Medical Ethics and Professionalism Indian Medical PG Question 10: Which one of the following is NOT an electronic information site in surgery?
- A. Embase
- B. Cochrane library
- C. Pubmed
- D. Surgical textbook (Correct Answer)
Medical Ethics and Professionalism Explanation: ***Surgical textbook***
- A surgical textbook is a **physical or digital book** containing detailed information on surgical procedures, principles, and concepts. It is a traditional source of information, not an electronic information site.

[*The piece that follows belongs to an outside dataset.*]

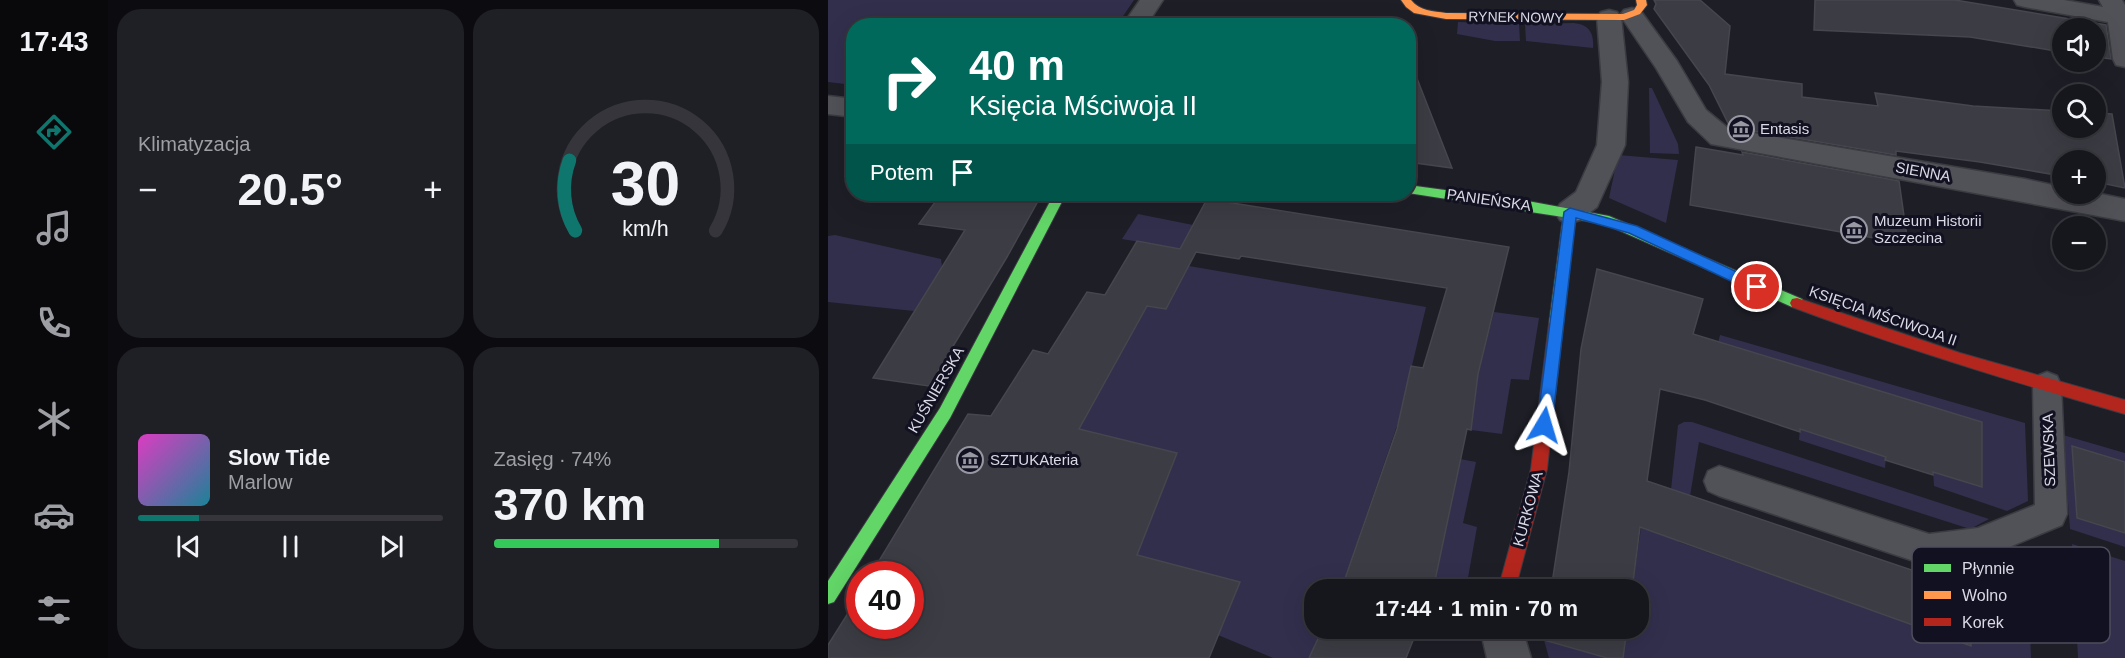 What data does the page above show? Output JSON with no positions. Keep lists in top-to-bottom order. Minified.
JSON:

- While it provides valuable knowledge, it does not function as an **online database** or search engine for current medical literature.
*Embase*
- **Embase** is a comprehensive biomedical and pharmacological database, used for searching medical literature and evidence.
- It contains a vast amount of information, including **articles, conference abstracts**, and drug-related data, making it an electronic information site.
*Cochrane library*
- The **Cochrane Library** is a collection of databases that contain different types of high-quality, independent evidence to inform healthcare decision-making.
- It is particularly known for its **systematic reviews and meta-analyses**, making it a key electronic information site for evidence-based medicine.
*Pubmed*
- **PubMed** is a free search engine accessing primarily the MEDLINE database of references and abstracts on life sciences and biomedical topics.
- It is one of the most widely used **electronic information sites** for medical literature searches by healthcare professionals and researchers.